**What the task requires:**
Lines in the data below that contain the word "head" are to be copied.

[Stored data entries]
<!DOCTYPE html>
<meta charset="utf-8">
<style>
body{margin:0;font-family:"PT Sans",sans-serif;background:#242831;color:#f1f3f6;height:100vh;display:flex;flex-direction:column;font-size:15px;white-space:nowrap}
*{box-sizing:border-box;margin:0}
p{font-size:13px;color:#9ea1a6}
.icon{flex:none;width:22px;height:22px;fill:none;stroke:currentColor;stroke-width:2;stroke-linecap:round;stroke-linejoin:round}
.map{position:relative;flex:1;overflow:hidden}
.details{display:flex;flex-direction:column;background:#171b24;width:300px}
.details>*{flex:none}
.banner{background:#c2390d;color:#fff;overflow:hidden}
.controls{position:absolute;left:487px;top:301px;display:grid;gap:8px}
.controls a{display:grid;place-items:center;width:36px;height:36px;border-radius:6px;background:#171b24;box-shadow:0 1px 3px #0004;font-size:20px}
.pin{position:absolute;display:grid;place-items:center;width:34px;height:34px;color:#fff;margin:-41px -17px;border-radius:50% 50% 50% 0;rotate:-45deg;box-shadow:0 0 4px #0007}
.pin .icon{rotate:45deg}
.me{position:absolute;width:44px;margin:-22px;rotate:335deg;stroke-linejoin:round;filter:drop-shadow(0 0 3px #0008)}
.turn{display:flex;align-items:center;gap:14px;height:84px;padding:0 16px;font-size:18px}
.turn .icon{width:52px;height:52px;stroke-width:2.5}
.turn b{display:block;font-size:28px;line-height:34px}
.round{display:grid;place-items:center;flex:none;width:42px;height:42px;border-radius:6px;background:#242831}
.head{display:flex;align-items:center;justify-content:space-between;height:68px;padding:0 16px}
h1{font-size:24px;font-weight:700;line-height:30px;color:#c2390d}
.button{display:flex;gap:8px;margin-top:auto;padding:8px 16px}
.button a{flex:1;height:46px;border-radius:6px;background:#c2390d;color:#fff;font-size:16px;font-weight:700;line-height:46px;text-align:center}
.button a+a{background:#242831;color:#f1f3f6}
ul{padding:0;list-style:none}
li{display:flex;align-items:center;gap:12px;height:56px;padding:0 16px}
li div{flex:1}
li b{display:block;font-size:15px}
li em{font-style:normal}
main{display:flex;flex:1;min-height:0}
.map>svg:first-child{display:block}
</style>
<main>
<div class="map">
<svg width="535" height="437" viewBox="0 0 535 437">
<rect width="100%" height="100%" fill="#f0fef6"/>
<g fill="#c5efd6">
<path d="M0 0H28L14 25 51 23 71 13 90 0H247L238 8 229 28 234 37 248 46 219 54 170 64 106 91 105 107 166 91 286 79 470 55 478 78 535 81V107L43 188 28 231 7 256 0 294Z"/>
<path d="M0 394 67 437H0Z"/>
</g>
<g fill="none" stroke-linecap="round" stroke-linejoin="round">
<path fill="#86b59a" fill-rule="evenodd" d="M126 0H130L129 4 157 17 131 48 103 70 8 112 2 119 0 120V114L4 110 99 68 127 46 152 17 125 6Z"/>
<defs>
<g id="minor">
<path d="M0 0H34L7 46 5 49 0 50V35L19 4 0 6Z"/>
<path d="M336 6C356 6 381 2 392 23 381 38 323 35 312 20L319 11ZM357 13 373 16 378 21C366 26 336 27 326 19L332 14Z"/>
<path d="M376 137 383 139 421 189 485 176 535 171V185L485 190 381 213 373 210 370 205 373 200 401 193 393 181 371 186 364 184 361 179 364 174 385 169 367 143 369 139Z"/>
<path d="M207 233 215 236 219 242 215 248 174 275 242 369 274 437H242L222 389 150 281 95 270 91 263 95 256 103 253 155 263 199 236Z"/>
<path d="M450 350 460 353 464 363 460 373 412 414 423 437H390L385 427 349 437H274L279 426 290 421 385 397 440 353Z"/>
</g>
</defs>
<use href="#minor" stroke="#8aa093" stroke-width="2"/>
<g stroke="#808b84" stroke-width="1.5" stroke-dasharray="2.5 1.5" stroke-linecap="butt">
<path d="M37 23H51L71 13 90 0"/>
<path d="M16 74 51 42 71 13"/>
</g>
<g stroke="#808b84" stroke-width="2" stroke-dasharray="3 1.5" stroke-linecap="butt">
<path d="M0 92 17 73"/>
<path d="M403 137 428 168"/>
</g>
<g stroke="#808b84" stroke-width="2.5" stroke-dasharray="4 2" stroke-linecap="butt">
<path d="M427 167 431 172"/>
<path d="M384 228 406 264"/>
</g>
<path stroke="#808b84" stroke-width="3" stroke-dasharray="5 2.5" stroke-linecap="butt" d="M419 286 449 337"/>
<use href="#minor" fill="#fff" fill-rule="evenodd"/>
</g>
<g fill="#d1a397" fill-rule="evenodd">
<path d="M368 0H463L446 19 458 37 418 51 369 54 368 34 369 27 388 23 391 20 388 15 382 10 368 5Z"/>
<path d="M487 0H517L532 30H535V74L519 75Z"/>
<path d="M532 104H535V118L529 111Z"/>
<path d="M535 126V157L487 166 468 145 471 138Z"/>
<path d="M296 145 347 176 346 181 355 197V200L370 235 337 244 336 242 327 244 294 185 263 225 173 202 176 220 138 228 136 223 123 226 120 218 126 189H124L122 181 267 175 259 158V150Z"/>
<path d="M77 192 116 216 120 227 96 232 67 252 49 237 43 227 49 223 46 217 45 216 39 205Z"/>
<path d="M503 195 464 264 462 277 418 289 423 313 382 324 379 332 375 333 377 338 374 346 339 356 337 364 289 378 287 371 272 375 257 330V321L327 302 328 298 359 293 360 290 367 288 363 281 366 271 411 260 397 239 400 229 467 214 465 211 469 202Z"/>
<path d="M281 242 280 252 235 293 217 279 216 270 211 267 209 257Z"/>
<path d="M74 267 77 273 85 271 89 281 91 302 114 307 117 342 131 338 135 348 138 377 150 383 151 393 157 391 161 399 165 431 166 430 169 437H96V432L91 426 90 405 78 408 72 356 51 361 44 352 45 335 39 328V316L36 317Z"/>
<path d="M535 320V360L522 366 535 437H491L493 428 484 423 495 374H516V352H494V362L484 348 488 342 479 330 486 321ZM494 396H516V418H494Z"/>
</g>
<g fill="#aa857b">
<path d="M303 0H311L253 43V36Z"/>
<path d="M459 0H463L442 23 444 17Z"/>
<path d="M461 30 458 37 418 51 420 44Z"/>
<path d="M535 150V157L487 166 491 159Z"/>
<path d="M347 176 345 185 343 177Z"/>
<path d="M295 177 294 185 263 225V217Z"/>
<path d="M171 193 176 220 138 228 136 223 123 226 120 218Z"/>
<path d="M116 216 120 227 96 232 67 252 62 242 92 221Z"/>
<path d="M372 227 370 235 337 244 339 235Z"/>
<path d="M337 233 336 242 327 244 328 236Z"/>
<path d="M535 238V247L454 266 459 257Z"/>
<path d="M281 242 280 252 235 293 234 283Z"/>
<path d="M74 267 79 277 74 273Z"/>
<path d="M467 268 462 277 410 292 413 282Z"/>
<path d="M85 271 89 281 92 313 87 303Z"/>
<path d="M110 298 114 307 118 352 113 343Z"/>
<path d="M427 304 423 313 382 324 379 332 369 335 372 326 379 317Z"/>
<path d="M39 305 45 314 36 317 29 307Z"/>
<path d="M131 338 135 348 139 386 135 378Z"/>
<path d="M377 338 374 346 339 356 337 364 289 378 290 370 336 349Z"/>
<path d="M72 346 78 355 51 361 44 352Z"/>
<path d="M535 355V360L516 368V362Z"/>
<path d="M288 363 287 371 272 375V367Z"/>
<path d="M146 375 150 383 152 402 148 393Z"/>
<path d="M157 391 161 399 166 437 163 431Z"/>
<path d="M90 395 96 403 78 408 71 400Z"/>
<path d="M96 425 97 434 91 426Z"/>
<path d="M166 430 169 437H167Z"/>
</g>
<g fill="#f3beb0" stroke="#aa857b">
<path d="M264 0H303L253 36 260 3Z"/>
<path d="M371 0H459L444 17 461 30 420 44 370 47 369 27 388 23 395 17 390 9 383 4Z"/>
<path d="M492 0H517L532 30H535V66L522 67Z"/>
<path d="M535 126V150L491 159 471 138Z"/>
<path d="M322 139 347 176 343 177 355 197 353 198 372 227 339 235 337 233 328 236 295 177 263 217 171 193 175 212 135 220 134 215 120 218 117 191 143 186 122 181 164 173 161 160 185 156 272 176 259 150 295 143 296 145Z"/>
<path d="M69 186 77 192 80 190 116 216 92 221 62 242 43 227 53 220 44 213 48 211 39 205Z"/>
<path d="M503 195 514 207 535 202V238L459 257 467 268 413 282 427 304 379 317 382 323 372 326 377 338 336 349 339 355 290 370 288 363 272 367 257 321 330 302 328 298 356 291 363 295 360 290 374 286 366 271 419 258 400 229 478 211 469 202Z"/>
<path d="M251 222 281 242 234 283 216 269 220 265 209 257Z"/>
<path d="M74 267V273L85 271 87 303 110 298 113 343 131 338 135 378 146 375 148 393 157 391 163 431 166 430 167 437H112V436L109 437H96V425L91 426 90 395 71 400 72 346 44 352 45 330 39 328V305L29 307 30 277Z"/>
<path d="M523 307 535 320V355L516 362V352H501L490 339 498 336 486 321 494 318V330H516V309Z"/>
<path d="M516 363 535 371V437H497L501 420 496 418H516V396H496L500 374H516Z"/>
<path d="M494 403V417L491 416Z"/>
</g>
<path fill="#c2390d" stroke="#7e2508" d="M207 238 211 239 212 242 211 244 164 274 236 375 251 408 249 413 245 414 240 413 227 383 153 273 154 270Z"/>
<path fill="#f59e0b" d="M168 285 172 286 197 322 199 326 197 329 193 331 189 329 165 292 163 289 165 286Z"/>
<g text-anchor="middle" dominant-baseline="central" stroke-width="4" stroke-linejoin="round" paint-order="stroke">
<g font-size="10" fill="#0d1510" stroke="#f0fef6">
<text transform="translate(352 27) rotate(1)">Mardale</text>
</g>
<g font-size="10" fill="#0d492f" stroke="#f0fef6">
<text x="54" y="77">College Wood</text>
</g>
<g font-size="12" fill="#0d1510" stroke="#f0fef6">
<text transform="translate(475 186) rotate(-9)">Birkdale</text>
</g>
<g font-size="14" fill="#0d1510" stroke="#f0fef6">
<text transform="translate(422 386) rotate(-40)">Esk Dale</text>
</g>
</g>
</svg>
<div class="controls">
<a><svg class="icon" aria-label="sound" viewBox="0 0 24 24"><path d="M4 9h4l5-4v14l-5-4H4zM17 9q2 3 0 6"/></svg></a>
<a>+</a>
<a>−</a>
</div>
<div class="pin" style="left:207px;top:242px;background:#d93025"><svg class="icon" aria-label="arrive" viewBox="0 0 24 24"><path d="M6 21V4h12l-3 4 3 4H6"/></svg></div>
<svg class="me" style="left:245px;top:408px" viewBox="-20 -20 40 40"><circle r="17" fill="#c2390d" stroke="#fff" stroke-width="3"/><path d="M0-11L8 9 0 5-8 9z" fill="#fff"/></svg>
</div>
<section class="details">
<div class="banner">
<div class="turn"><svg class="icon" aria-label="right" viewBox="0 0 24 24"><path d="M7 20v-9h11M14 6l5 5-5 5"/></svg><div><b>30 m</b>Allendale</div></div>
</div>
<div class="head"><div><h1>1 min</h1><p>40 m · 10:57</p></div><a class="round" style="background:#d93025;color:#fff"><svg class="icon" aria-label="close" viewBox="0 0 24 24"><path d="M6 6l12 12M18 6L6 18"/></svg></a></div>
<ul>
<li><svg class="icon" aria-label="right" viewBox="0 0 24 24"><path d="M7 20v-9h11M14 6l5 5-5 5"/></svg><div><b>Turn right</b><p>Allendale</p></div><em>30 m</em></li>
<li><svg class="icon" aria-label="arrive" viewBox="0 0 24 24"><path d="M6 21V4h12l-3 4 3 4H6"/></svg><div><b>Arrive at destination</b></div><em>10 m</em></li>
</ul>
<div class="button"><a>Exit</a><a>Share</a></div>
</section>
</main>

**Answer to this exercise:**
.head{display:flex;align-items:center;justify-content:space-between;height:68px;padding:0 16px}
<div class="head"><div><h1>1 min</h1><p>40 m · 10:57</p></div><a class="round" style="background:#d93025;color:#fff"><svg class="icon" aria-label="close" viewBox="0 0 24 24"><path d="M6 6l12 12M18 6L6 18"/></svg></a></div>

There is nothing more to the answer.